Malvik Jerusalem Artichokes

I harvested my little collection of Jerusalem artichokes (jordskokk) at home this week (the others I’ve posted about were grown at the community garden). All of these varieties I’ve been growing for a number of years:
Dave’s Shrine: purple skinned and long; a runner (jeg tror jeg fikk den fra Terry J. Klokeid for 20 år siden, see more om Terry below)
Urodny: From Danish Seed Savers about 5 years ago; it came to Denmark from the Czech Republic in 1969, early easier to clean variety, white skinned.
Bianka (From Swedish author Lena Israelsson in 2001; it seems to have originated in Sweden from gardening author and broadcaster Åke Truedsson who told me “All I know is that I found this variety everywhere in Russia and Siberia and it’s name was Bianka. I took it home to Sweden in 1989” 

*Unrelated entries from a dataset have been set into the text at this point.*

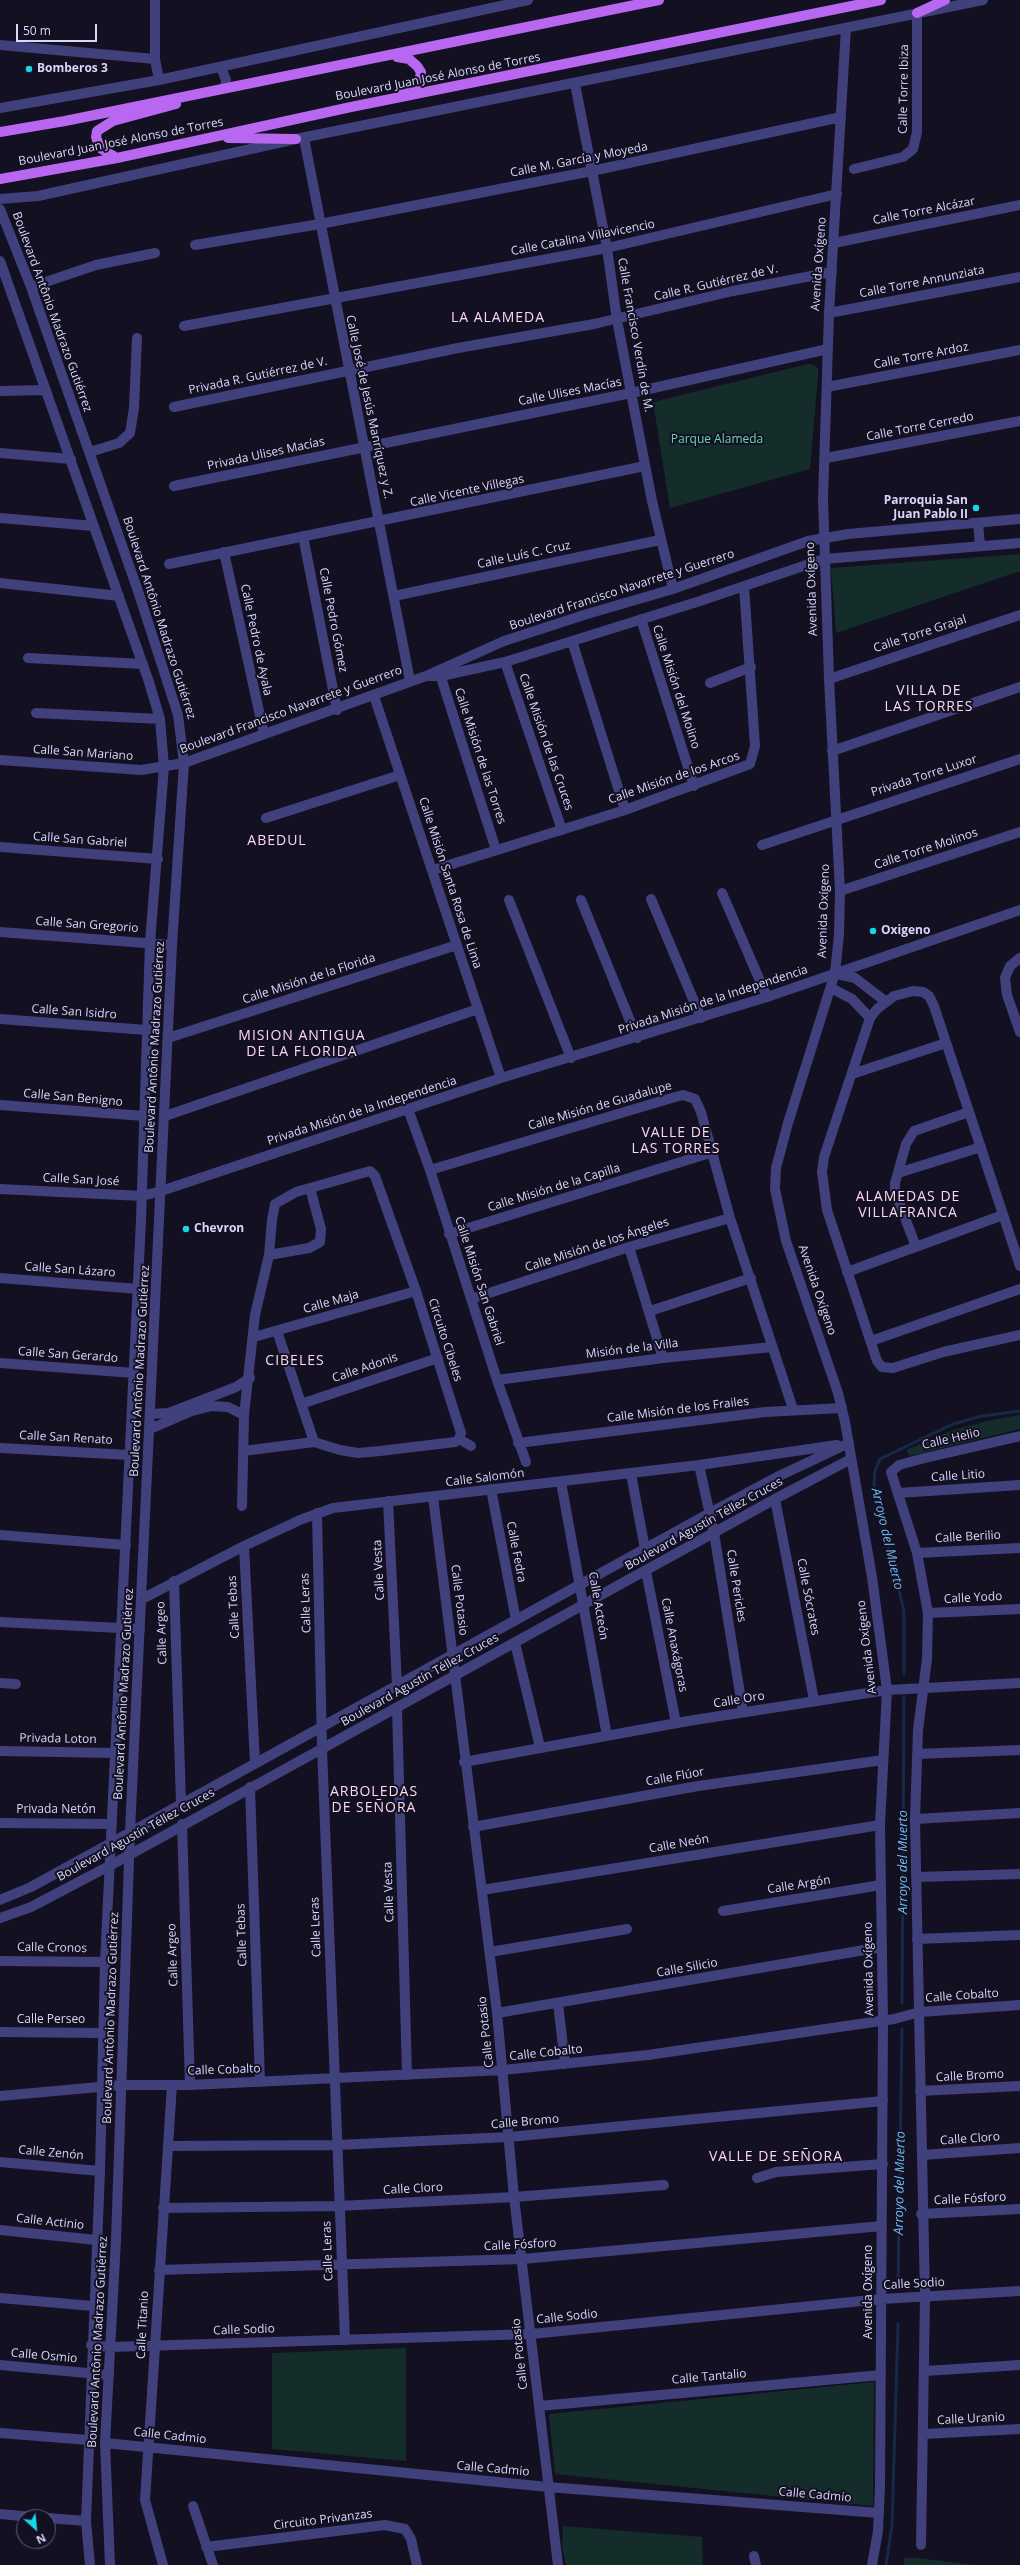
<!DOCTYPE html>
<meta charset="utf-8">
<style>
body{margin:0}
#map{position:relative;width:1020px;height:2565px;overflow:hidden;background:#131022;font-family:"Open Sans",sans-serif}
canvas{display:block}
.north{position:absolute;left:16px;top:2509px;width:40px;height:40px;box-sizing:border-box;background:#131022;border:1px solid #625f79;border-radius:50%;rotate:153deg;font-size:11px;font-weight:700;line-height:16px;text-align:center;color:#d9d6fb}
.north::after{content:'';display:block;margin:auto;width:14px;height:18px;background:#17d8e6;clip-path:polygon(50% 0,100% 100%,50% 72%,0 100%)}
.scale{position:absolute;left:16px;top:24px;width:81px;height:18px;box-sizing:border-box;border:2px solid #d9d6fb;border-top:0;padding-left:5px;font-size:12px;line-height:14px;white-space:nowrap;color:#d9d6fb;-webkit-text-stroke:3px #131022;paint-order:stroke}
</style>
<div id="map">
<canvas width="1020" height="2565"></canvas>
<div class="north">N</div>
<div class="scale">50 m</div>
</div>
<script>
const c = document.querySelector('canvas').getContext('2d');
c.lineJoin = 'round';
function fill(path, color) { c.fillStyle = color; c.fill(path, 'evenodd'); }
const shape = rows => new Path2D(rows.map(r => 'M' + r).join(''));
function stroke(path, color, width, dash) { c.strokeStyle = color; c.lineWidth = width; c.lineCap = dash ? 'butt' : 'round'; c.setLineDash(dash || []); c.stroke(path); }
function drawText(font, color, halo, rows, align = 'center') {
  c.font = font + ' "Open Sans",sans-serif'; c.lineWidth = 4; c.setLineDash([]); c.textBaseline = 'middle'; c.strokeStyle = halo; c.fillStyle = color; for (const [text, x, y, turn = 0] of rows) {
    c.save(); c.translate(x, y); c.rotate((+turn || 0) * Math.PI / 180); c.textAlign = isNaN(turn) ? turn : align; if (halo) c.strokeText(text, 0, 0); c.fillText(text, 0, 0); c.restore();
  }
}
fill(shape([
 [808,364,814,365,818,369,818,377,810,469,670,508,653,402],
 [1020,554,1020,571,836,633,831,568],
 [1020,1415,1020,1429,910,1456,906,1450,953,1430,991,1420],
 [406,2348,406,2461,272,2449,272,2353],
 [874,2382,873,2506,555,2474,549,2414],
 [563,2526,702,2537,703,2565,566,2565,562,2547],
 [904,2558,917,2558,977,2565,904,2565]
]), '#142c2a');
stroke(shape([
 [904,1674,904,1611,874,1487,875,1471,880,1459,953,1424,982,1416,1020,1411],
 [902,2003,904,1696],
 [898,2289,902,2029],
 [886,2565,892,2525,898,2324]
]), '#152a48', 3);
stroke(shape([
 [155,0,155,59,159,80],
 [846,28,829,313,823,499,829,679,840,891,839,935,835,973,788,1123,776,1168,775,1189,786,1241,838,1393,845,1422,872,1577,887,1690,880,1825,883,2020,880,2487,878,2531,872,2565],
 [0,45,155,59],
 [221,67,226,80,225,87],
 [575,84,607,248,617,320,652,501,673,589],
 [0,108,159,80,528,0],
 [304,138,410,681],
 [854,169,903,157,913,149,917,132,917,13],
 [0,199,38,196,296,139,983,0],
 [0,209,31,287,137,588,178,715,184,763,172,945,130,1831,116,2240,105,2443,110,2565],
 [834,243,1020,205],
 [195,245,320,224,592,171,841,117],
 [0,261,149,682,160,719,164,767,150,942,141,1220,105,1962,100,2171,86,2521,90,2565],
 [31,287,96,265,155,253],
 [829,313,1020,277],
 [184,326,607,248,837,194],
 [827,387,1020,350],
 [0,391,46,390],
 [174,407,458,348,594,324,733,291,832,272],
 [90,452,119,443,130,433,134,408,137,338],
 [0,453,71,459],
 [826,458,1020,421],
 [174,486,631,393,828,349],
 [0,518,94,526],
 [978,523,980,546],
 [303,536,337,710],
 [224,552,264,734],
 [169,564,645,466],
 [0,583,119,596],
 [394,596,660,540],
 [641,619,694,786],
 [572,641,625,810],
 [28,658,143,664],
 [505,662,562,830],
 [439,671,496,850],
 [428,676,441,676,505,662,700,601,824,559,1020,543],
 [829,679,1020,615],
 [710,683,751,667],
 [374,696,501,1078],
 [36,713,160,719],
 [832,751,1020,687],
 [0,760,141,770,184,763,426,676,504,641,587,614,673,589,808,541,848,534,1020,519],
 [266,818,400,775],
 [762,845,1020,759],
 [0,847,158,859],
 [433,870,625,810,750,764,755,746,744,586],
 [840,891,1020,832],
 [722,893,767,997],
 [651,899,701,1018],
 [509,900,571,1058],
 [581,900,637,1038],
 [0,932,172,945],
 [1020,958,1010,966,1005,978,1007,995,1020,1032],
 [837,974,855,978,885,1001],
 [831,988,852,999,870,1018],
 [0,1019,147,1030],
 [168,1038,457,945],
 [852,1074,946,1043],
 [0,1105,144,1116],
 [408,1109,430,1170,497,1380,526,1462],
 [165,1116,478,1009],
 [430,1170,675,1097,683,1095,695,1099,701,1112,730,1218,793,1409],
 [898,1173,981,1147],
 [0,1189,142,1196,161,1191,501,1078,767,997,1020,910],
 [449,1234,713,1152],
 [629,1247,663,1358],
 [916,1247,895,1191,895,1183,906,1144,914,1131,969,1112],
 [269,1255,309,1248,320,1242,321,1229,310,1188],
 [1020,1266,934,1006,929,996,923,992,913,991,894,996,877,1009,870,1018,824,1157,822,1172,827,1210,877,1361,882,1367,893,1368,943,1352,1020,1335],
 [847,1272,1003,1215],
 [0,1278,138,1289],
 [471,1299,629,1247,730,1218],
 [650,1311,751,1278],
 [277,1331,314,1442],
 [254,1337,416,1291],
 [871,1341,1020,1289],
 [0,1363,134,1373],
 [497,1380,663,1358,772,1347],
 [301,1404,438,1358],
 [151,1414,169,1413,236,1387,250,1378],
 [150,1429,192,1411,212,1406,228,1407,244,1415],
 [459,1439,471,1446],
 [518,1443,765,1412,842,1408],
 [0,1448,130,1455],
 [699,1465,714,1533,743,1712],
 [631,1474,645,1549],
 [561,1482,607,1736],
 [491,1489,516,1620],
 [898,1493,1020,1485],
 [433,1497,497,2013,514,2197,558,2565],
 [775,1499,814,1700],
 [388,1501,397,1685],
 [242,1506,244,1415,255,1315,269,1255,272,1220,275,1204,296,1192,370,1171,375,1176,416,1291,461,1433,459,1439,455,1442,380,1451,358,1453,340,1450,314,1442,243,1451],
 [317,1513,322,1748,345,2340],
 [0,1535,126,1545],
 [244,1546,255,1763],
 [917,1553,1020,1548],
 [646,1571,676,1723],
 [174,1581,181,1803],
 [142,1599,244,1546,300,1520,333,1508,699,1465,837,1445],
 [928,1613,1020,1609],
 [0,1622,140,1629],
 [515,1643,540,1747],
 [0,1683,16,1684],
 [397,1708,407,2075],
 [0,1751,115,1753],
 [918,1754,1020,1750],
 [464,1762,688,1721,887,1690,1020,1683],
 [250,1787,260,2082],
 [915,1819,1020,1813],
 [0,1823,112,1824],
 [182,1824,190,2085],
 [473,1827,698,1786,883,1760],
 [917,1877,1020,1874],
 [482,1890,880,1825],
 [0,1900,31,1887,710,1513,779,1476,849,1443],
 [723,1911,881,1885],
 [0,1918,31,1907,111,1865,775,1499,851,1459],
 [917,1939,1020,1935],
 [490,1952,627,1929],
 [0,1961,105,1962],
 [558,2003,565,2064],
 [497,2013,882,1947],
 [0,2032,102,2033],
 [920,2091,1020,2086],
 [0,2096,121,2085,190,2085,503,2070,648,2055,894,2019,920,2012,1020,2005],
 [168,2146,337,2145,509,2137,883,2101],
 [922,2155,1020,2148],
 [0,2162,100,2171],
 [757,2178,776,2172,883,2164],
 [163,2208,339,2206,514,2197,664,2185],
 [921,2214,1020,2209],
 [0,2230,96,2240],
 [159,2270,522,2259,882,2226],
 [0,2298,93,2306],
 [91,2345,110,2347,531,2334,882,2299,1020,2291],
 [0,2365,109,2375],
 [925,2371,1020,2365],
 [539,2406,881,2375],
 [0,2433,88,2440],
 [924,2434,1020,2429],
 [105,2443,548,2487,879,2513],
 [193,2506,213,2565],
 [0,2514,33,2517],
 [48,2518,86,2521],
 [921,2545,925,2297,915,1819,918,1730,927,1659,928,1613,917,1553,891,1472,899,1465,925,1458,1020,1436],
 [206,2547,385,2525,405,2529,411,2539,417,2565],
 [754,2556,756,2565],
 [163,2565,145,2500,172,2085]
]), '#40407d', 10);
stroke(shape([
 [917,13,945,0],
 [397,57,409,59,417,66,421,72,419,83,403,91],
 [0,132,65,121,659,0],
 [228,138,296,139],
 [117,158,100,148,96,137,97,131,113,121,176,104],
 [0,179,117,158,351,107,881,0]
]), '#b868f0', 10);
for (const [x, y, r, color] of [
 [29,69,4,"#17d8e6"],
 [976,508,4,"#17d8e6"],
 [873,931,4,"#17d8e6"],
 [186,1229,4,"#17d8e6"]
]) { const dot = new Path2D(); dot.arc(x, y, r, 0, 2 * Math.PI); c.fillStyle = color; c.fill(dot); stroke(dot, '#131022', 1.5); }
drawText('bold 12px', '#d9d6fb', '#131022', [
 ["Bomberos 3",37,69],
 ["Parroquia San",968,501,"right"],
 ["Juan Pablo II",968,515,"right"],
 ["Oxigeno",881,931],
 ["Chevron",194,1229]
], 'left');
drawText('12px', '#d9d6fb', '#131022', [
 ["Boulevard Juan José Alonso de Torres",438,77,-11],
 ["Calle Torre Ibiza",904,89,-89],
 ["Boulevard Juan José Alonso de Torres",121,142,-11],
 ["Calle M. García y Moyeda",579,160,-11],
 ["Calle Torre Alcázar",924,211,-11],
 ["Calle Catalina Villavicencio",583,238,-11],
 ["Avenida Oxígeno",819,264,-86],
 ["Calle Torre Annunziata",922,282,-11],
 ["Calle R. Gutiérrez de V.",716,283,-13],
 ["Boulevard Antônio Madrazo Gutiérrez",52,312,70],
 ["Calle Francisco Verdín de M.",635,335,80],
 ["Calle Torre Ardoz",921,356,-11],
 ["Privada R. Gutiérrez de V.",258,376,-12],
 ["Calle Ulises Macías",570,392,-11],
 ["Calle José de Jesús Manríquez y Z.",369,407,78],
 ["Calle Torre Cerredo",920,427,-11],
 ["Privada Ulises Macías",266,454,-12],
 ["Calle Vicente Villegas",467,491,-12],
 ["Calle Luís C. Cruz",524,555,-12],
 ["Avenida Oxígeno",812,589,-92],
 ["Boulevard Francisco Navarrete y Guerrero",622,590,-18],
 ["Boulevard Antônio Madrazo Gutiérrez",159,618,72],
 ["Calle Pedro Gómez",333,620,79],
 ["Calle Torre Grajal",920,634,-18],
 ["Calle Pedro de Ayala",256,640,78],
 ["Calle Misión del Molino",676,687,72],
 ["Boulevard Francisco Navarrete y Guerrero",291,710,-20],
 ["Calle Misión de las Cruces",546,742,71],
 ["Calle San Mariano",83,753,4],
 ["Calle Misión de las Torres",480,756,72],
 ["Privada Torre Luxor",924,776,-18],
 ["Calle Misión de los Arcos",674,778,-19],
 ["Calle San Gabriel",80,840,4],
 ["Calle Torre Molinos",926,849,-18],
 ["Calle Misión Santa Rosa de Lima",450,883,72],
 ["Avenida Oxígeno",824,911,-88],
 ["Calle San Gregorio",87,925,4],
 ["Calle Misión de la Florida",309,979,-18],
 ["Privada Misión de la Independencia",713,1000,-18],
 ["Calle San Isidro",74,1012,4],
 ["Boulevard Antônio Madrazo Gutiérrez",155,1047,-87],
 ["Calle San Benigno",73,1098,5],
 ["Calle Misión de Guadalupe",600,1106,-16],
 ["Privada Misión de la Independencia",362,1111,-18],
 ["Calle San José",81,1180,3],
 ["Calle Misión de la Capilla",554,1188,-17],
 ["Calle Misión de los Ángeles",597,1245,-18],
 ["Calle San Lázaro",70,1270,4],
 ["Calle Misión San Gabriel",479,1281,72],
 ["Avenida Oxígeno",817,1290,71],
 ["Calle Maja",331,1302,-16],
 ["Circuito Cibeles",445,1340,72],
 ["Misión de la Villa",632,1349,-7],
 ["Calle San Gerardo",68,1355,4],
 ["Calle Adonis",365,1368,-19],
 ["Boulevard Antônio Madrazo Gutiérrez",140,1371,-87],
 ["Calle Misión de los Frailes",678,1410,-7],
 ["Calle San Renato",66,1438,3],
 ["Calle Helio",951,1439,-13],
 ["Calle Litio",958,1476,-4],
 ["Calle Salomón",485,1478,-7],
 ["Boulevard Agustín Téllez Cruces",704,1524,-29],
 ["Calle Berilio",968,1537,-3],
 ["Calle Fedra",516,1552,79],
 ["Calle Vesta",379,1570,-93],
 ["Calle Pericles",736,1586,81],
 ["Calle Sócrates",808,1597,79],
 ["Calle Yodo",973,1598,-3],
 ["Calle Potasio",459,1600,83],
 ["Calle Leras",306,1603,-92],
 ["Calle Acteón",598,1606,80],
 ["Calle Tebas",234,1607,-93],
 ["Calle Argeo",162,1633,-92],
 ["Calle Anaxágoras",674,1645,79],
 ["Avenida Oxígeno",867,1647,-97],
 ["Boulevard Agustín Téllez Cruces",420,1680,-29],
 ["Boulevard Antônio Madrazo Gutiérrez",124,1694,-87],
 ["Calle Oro",739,1700,-9],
 ["Privada Loton",58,1739,1],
 ["Calle Flúor",675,1777,-10],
 ["Privada Netón",56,1810],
 ["Boulevard Agustín Téllez Cruces",136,1835,-29],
 ["Calle Neón",679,1844,-10],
 ["Calle Argón",799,1885,-9],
 ["Calle Vesta",389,1892,-92],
 ["Calle Leras",316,1927,-92],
 ["Calle Tebas",242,1935,-92],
 ["Calle Cronos",52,1948,1],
 ["Calle Argeo",173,1955,-92],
 ["Calle Silicio",687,1968,-10],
 ["Avenida Oxígeno",869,1969,-91],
 ["Calle Cobalto",962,1996,-4],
 ["Boulevard Antônio Madrazo Gutiérrez",111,2018,-88],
 ["Calle Perseo",51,2020],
 ["Calle Potasio",486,2032,-96],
 ["Calle Cobalto",546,2053,-6],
 ["Calle Cobalto",224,2070,-2],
 ["Calle Bromo",970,2076,-3],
 ["Calle Bromo",525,2122,-5],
 ["Calle Cloro",970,2139,-4],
 ["Calle Zenón",51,2153,5],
 ["Calle Cloro",413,2189,-3],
 ["Calle Fósforo",970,2199,-3],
 ["Calle Actinio",50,2222,6],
 ["Calle Fósforo",520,2245,-3],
 ["Calle Leras",328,2251,-92],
 ["Calle Sodio",914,2284,-3],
 ["Avenida Oxígeno",869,2292,-90],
 ["Calle Sodio",567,2317,-6],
 ["Calle Titanio",143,2325,-87],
 ["Calle Sodio",244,2330,-2],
 ["Boulevard Antônio Madrazo Gutiérrez",98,2342,-87],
 ["Calle Potasio",520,2354,-96],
 ["Calle Osmio",44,2356,5],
 ["Calle Tantalio",709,2377,-5],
 ["Calle Uranio",971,2419,-3],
 ["Calle Cadmio",170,2436,6],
 ["Calle Cadmio",493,2469,5],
 ["Calle Cadmio",815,2495,5],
 ["Circuito Privanzas",323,2520,-7]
]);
drawText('12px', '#69d4b5', '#131022', [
 ["Parque Alameda",717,440]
]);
drawText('italic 13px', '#6eb9f1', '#131022', [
 ["Arroyo del Muerto",887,1539,77],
 ["Arroyo del Muerto",903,1862,-90],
 ["Arroyo del Muerto",900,2183,-89]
]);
c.letterSpacing = '1px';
drawText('14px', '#fbd8ef', '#131022', [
 ["LA ALAMEDA",498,318],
 ["VILLA DE",929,691],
 ["LAS TORRES",929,707],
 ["ABEDUL",277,841],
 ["MISION ANTIGUA",302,1036],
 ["DE LA FLORIDA",302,1052],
 ["VALLE DE",676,1133],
 ["LAS TORRES",676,1149],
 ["ALAMEDAS DE",908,1197],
 ["VILLAFRANCA",908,1213],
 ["CIBELES",295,1361],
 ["ARBOLEDAS",374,1792],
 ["DE SEÑORA",374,1808],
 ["VALLE DE SEÑORA",776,2157]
]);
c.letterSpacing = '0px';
</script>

Stampede: I had noticed that the description of Stampede in Cornucopia II -a special high-yielding, extra-early strain, was very similar to Bianka which also seemed to be identical to the best yielding Norwegian variety I’d tried – Dagnøytral (dayneutral). 
“Flowers in July and matures more than a month before common cultivars. White-skinned tubers are large, often weighing over 1/2 pound each. Relatively dwarf; height about 6 feet. Winter hardy in severe cold. Developed by Indians in northern Ontario who selected ; plants for earliness and tuber size”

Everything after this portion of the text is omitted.